* ACTIVITY
From the line with "min · 11:13</p></div><em>$3.67</em></li>" through the final line, transcribe the material below character for character; include no other lines.

=== Section Start ===

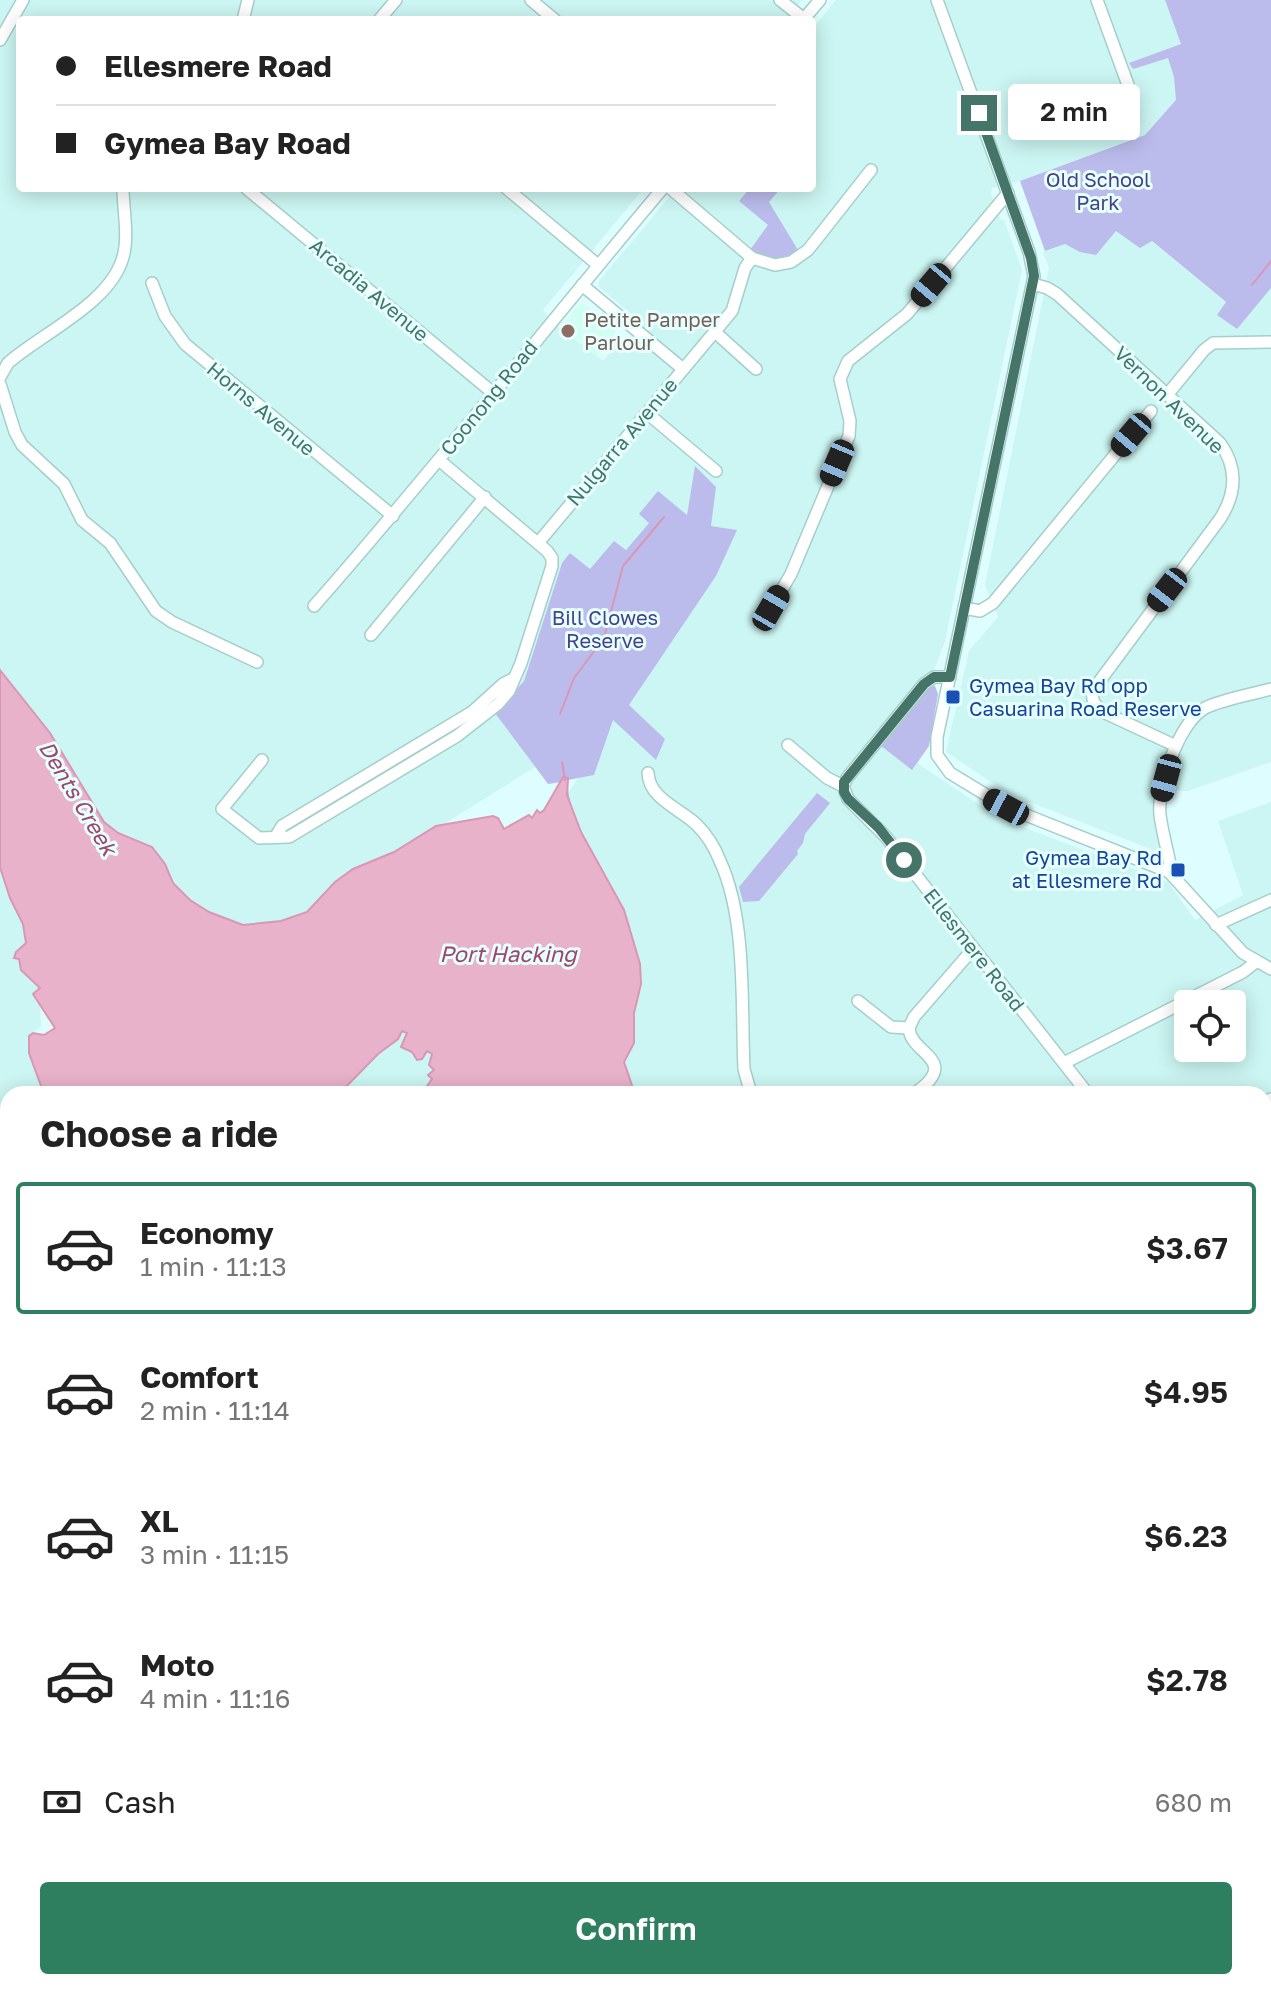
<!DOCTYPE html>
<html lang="en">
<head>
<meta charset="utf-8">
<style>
  :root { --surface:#fff; --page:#f2f2f2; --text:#222; --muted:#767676; --line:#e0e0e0; --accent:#2d7f60 }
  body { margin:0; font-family:"Golos Text",sans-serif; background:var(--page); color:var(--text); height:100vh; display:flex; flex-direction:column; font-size:30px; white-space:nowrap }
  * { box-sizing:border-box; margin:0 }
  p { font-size:26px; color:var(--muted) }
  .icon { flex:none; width:44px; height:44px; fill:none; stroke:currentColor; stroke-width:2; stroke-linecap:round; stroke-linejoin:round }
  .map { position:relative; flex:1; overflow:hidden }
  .drawer { position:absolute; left:0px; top:1086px; width:1272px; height:904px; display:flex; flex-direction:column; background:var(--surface); border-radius:24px 24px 0 0; box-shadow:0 4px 20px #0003 }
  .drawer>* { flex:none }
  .banner { position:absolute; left:16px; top:16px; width:800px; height:176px; border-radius:8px; box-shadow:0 4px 20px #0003; display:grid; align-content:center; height:176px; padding:0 40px; background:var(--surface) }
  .fabs { position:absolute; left:1174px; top:990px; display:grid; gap:16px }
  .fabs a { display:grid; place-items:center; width:72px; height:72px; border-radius:8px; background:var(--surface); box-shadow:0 4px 20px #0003; font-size:40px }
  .end { position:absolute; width:36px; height:36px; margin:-18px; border:10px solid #457569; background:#fff; box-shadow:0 0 0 4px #fff }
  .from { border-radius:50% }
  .bubble { position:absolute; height:56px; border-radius:8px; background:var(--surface); box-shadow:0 4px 20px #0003; font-size:26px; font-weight:600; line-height:56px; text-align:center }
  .car { position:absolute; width:24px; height:48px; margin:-24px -12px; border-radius:10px; box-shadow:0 0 6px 2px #0007; background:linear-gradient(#222 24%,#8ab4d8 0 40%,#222 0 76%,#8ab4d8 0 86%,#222 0) }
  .banner b { display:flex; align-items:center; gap:28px; height:76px; font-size:30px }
  .banner b+b { border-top:2px solid var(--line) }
  .banner i { width:20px; height:20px; background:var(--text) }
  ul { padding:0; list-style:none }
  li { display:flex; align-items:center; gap:24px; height:132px; margin:0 16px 12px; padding:0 24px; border:4px solid transparent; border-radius:8px }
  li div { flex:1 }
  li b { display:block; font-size:30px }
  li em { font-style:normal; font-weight:600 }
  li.active { border-color:var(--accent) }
  li>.icon { width:72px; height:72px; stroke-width:1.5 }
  h2 { padding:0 40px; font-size:36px; line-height:96px }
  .pay { display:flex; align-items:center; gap:20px; height:88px; padding:0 40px; font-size:30px }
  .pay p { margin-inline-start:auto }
  .action { display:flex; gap:16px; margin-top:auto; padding:16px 40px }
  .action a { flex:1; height:92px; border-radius:8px; background:var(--accent); color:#fff; font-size:32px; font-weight:600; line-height:92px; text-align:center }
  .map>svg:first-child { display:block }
</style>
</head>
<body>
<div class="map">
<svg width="1271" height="1990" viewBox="0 0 1271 1990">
  <rect width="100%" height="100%" fill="#defdfe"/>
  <g fill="#ccf6f3" fill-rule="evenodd">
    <path d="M0,0H802L785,20H20V188H644L543,310L552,322L603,361L621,340H627L641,322L599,287V281L677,188H812V29L836,0H1165L1181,44L1130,63L1184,52L1206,112L1020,181L992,188L991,194L1001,220H1004L1022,270L945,641L928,686L912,769L917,763L999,818L1168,882L1195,920L1243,895L1218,821L1271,802V1345L1264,1350V1094H635L624,1061L634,1043V1013L641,984L640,963L624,910L581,832L567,795L578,778L594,775L613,719L656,760L665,739L628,705L716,576L736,530L711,526L696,466L687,515L649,523L626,550L590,569L562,563L524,681L496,713L535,767L444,824L431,829L386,856L349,871L307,912L281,921L243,925L209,912L180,892L146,843L118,833L104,822L50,733L0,670ZM1188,1004H1232V1048H1188Z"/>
    <path d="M1127,221L1226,303L1236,329L1271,288V762L1188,791L1151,789L1161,853L1009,794L946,752L969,651L998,617L985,585L1049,268L1043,252Z"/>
    <path d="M0,867L10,898L23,924L26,943L16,952L21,970L40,988L34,994L40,1005L41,1026L29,1036L37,1076L44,1094H8V1823L0,1828Z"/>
    <path d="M402,1030L407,1033L405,1037L417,1060L427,1050L432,1054L434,1070L432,1079L421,1094H339L378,1054L398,1039Z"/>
  </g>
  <path fill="#d1fff1" d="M584,304L615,329V335L597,357L561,327L579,305Z"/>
  <g fill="#bcbcec">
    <path d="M1165,0H1271V288L1237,329L1217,315L1226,302L1152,241L1140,248L1116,231L1096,255L1080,252L1065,244L1045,251L1020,181L1145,135L1176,100L1174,77L1168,58L1133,69L1129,63L1181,44Z"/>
    <path d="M1068,85L1076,108L1038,122L1030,98Z"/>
    <path d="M750,188H781L769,202L801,255L791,262L747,254L768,225L739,201Z"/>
    <path d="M695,466L716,487L711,526L737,530L716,576L629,705L665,739L656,760L613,720L594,775L568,780C567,806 581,832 593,855L503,829L529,815L532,818L537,810L540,813L542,812L561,782L548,784L495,713L524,681L562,563L570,553L590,569L614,541L626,550L649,523L639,514L658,491L687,515Z"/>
    <path d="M928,686H935L938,694L929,746L912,770L880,745Z"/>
    <path d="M817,793L830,803L805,834L803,843L797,851L798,854L759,901L743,902L739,887Z"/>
    <path d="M1264,1923L1271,1925V1990H1102L1115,1982H1264Z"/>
    <path d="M984,1982H1068L1093,1990H974Z"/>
  </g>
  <g fill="#e8b2ca" stroke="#da97b5" stroke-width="2">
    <path d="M0,670L50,733L104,822L118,833L152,847L165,864L173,883L190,900L209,912L243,925L281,921L307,912L335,882L353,869L394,852L436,826L493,816L498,818L504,829L529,815L532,818L537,810L540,813L544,810L563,777L568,778L567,795L581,832L624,910L640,964L641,984L634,1013V1043L624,1062L635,1094H421L432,1079L428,1075L434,1070L429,1065L432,1054L427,1051L422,1059L417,1060L412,1052L401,1047L407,1033L402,1031L398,1039L378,1054L339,1094H44L29,1053V1036L33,1033L44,1035L55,1028L33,994L40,988L21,970L19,959L14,958L16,952L26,943L23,924L10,898L0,867Z"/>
    <path d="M1271,1345V1844L1264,1840V1350Z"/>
    <path d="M8,1823V1982H945L932,1990H0V1828Z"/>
  </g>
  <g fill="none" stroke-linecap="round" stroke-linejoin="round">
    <g stroke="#da97b5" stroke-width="2">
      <path d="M1252,285L1271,261"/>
      <path d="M560,714L574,678L604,638L623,566L664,517"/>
      <path d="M562,762L565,780"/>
    </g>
    <defs>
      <g id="minor">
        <path d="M531,0L555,20"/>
        <path d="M780,0L804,19"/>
        <path d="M937,0L1029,252L1034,276L937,737V755L950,773L1006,807L1169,872L1243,953L1271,969"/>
        <path d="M1097,0L1128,85"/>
        <path d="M243,20L248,0"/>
        <path d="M379,20L396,0"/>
        <path d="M803,20L820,0"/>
        <path d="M0,40L23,0"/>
        <path d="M246,188L492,392"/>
        <path d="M506,188L598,265"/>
        <path d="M670,188L752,258L775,265L791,262L808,250L871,170"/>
        <path d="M152,283L165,316L185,344L393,516"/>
        <path d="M1033,284L1047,288L1057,294L1220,443C1238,468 1236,494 1220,519L1093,690C1091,701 1095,705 1103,712L1176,746"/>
        <path d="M582,285L683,369"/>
        <path d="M715,332L756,369"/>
        <path d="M0,377L8,363C42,333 111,303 123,257C129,237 123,209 123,188"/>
        <path d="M0,384L15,432L22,445L64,484L82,520L110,543L156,611L172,622L257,662"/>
        <path d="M1167,395L1204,350L1213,343L1271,342"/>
        <path d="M647,413L716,471"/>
        <path d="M538,543L732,311L745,268L752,258"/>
        <path d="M314,606C434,470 546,327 663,188"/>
        <path d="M771,608L791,574L849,436L850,421L840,379L848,361L907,314L1008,193"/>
        <path d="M964,608L980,611L993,603L1151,411"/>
        <path d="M371,635L485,497"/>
        <path d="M788,745L827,778L843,786L848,799L886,837L1088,1094"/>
        <path d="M262,760L222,809L259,838L289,837L457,736L498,704L509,691L521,663L552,566V558L547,551L439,460"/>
        <path d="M648,773C649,799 681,809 697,825C707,835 715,848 720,861C747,919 741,1006 744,1069L751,1094"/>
        <path d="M843,786L847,778L924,684L934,677H950"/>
        <path d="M276,836L282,826L472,712L503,684L513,679"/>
        <path d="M1169,872L1170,864C1167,848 1162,831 1160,815C1157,787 1179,722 1205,708C1220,700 1253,694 1271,689"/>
        <path d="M1216,925L1271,900"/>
        <path d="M858,1001L891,1027L909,1028"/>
        <path d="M1064,1063L1243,972L1256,962"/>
        <path d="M914,1094C963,1059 910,1055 909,1028L914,1017L973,949"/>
        <path d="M1264,1102L1271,1099"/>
        <path d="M0,1299L8,1303"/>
        <path d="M1,1389L8,1398"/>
        <path d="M0,1454L8,1452"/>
        <path d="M5,1609L8,1606"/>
        <path d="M0,1737L8,1729"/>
      </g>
    </defs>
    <use href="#minor" stroke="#a5cfc8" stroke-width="14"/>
    <use href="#minor" stroke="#fff" stroke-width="11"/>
  </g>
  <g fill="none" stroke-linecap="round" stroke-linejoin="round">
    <path stroke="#457569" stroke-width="10" d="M904,860L878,827L848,799L844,792V782L924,684L934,677H950L1034,276L1031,258L979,113"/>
  </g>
  <circle fill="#8d6e63" stroke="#e6ffff" stroke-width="3" cx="568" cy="331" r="8"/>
  <g fill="#1a4fb4" stroke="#e6ffff" stroke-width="3">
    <rect x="945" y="689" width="16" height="16" rx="4"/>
    <rect x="1170" y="862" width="16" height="16" rx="4"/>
  </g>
  <g text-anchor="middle" stroke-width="6" stroke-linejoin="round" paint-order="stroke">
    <g font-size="20" fill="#484188" stroke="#e6ffff">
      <text x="1098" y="187">Old School<tspan x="1098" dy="23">Park</tspan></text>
      <text x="605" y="625">Bill Clowes<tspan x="605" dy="23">Reserve</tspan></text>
    </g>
    <g font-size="20" fill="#457569" stroke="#e6ffff">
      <text transform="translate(369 290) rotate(40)" y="7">Arcadia Avenue</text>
      <text transform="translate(489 398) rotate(-51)" y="7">Coonong Road</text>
      <text transform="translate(1169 400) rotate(44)" y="7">Vernon Avenue</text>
      <text transform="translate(261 409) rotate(40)" y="7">Horns Avenue</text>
      <text transform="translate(622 442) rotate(-50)" y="7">Nulgarra Avenue</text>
      <text transform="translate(974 950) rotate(52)" y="7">Ellesmere Road</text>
    </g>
    <g font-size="20" fill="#785e54" stroke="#e6ffff" text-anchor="start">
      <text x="584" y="327">Petite Pamper<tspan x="584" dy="23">Parlour</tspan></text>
    </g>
    <g font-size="20" fill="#164399" stroke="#e6ffff" text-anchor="start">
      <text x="969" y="693">Gymea Bay Rd opp<tspan x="969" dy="23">Casuarina Road Reserve</tspan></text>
      <text x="1162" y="865" text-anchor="end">Gymea Bay Rd<tspan x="1162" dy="23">at Ellesmere Rd</tspan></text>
    </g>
    <g font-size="22" font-style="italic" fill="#a0456c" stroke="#e6ffff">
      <text transform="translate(78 798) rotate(59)" y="8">Dents Creek</text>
      <text x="508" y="962">Port Hacking</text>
    </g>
  </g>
</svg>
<div class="fabs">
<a><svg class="icon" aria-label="locate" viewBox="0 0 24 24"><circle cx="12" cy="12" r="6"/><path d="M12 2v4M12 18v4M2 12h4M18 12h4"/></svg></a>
</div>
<i class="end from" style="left:904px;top:860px"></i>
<i class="end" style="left:979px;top:113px"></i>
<div class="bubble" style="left:1008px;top:84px;width:132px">2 min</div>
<i class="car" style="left:931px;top:285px;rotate:220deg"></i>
<i class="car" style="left:1131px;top:435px;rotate:220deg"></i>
<i class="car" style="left:837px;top:463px;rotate:203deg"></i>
<i class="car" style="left:1167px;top:590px;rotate:218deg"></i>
<i class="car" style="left:771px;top:608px;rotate:30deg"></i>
<i class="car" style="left:1166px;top:778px;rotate:195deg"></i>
<i class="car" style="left:1006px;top:807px;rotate:298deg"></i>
<div class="banner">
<b><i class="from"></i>Ellesmere Road</b>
<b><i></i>Gymea Bay Road</b>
</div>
<section class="drawer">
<h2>Choose a ride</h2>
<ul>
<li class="active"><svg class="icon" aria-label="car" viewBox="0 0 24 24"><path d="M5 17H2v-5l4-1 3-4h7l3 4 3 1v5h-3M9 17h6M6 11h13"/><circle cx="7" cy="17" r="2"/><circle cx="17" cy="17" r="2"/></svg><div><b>Economy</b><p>1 min · 11:13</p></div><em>$3.67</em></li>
<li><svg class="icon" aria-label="car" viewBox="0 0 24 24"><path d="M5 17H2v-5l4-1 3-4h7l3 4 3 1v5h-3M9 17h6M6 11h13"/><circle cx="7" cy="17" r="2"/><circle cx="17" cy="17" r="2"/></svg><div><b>Comfort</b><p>2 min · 11:14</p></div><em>$4.95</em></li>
<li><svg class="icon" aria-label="car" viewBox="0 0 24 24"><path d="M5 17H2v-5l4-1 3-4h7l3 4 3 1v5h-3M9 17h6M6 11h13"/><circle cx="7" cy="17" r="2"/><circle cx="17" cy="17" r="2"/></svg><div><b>XL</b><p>3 min · 11:15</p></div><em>$6.23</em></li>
<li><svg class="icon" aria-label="car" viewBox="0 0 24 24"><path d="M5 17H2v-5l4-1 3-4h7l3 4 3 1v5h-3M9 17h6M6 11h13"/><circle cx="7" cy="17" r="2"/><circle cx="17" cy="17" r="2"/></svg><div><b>Moto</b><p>4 min · 11:16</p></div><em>$2.78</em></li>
</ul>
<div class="pay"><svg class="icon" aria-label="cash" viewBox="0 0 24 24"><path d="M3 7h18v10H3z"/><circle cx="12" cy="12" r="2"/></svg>Cash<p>680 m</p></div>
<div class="action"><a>Confirm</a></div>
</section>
</div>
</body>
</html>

=== Section End ===

* ANSWER TO THIS EXERCISE
<li class="active"><svg class="icon" aria-label="car" viewBox="0 0 24 24"><path d="M5 17H2v-5l4-1 3-4h7l3 4 3 1v5h-3M9 17h6M6 11h13"/><circle cx="7" cy="17" r="2"/><circle cx="17" cy="17" r="2"/></svg><div><b>Economy</b><p>1 min · 11:13</p></div><em>$3.67</em></li>
<li><svg class="icon" aria-label="car" viewBox="0 0 24 24"><path d="M5 17H2v-5l4-1 3-4h7l3 4 3 1v5h-3M9 17h6M6 11h13"/><circle cx="7" cy="17" r="2"/><circle cx="17" cy="17" r="2"/></svg><div><b>Comfort</b><p>2 min · 11:14</p></div><em>$4.95</em></li>
<li><svg class="icon" aria-label="car" viewBox="0 0 24 24"><path d="M5 17H2v-5l4-1 3-4h7l3 4 3 1v5h-3M9 17h6M6 11h13"/><circle cx="7" cy="17" r="2"/><circle cx="17" cy="17" r="2"/></svg><div><b>XL</b><p>3 min · 11:15</p></div><em>$6.23</em></li>
<li><svg class="icon" aria-label="car" viewBox="0 0 24 24"><path d="M5 17H2v-5l4-1 3-4h7l3 4 3 1v5h-3M9 17h6M6 11h13"/><circle cx="7" cy="17" r="2"/><circle cx="17" cy="17" r="2"/></svg><div><b>Moto</b><p>4 min · 11:16</p></div><em>$2.78</em></li>
</ul>
<div class="pay"><svg class="icon" aria-label="cash" viewBox="0 0 24 24"><path d="M3 7h18v10H3z"/><circle cx="12" cy="12" r="2"/></svg>Cash<p>680 m</p></div>
<div class="action"><a>Confirm</a></div>
</section>
</div>
</body>
</html>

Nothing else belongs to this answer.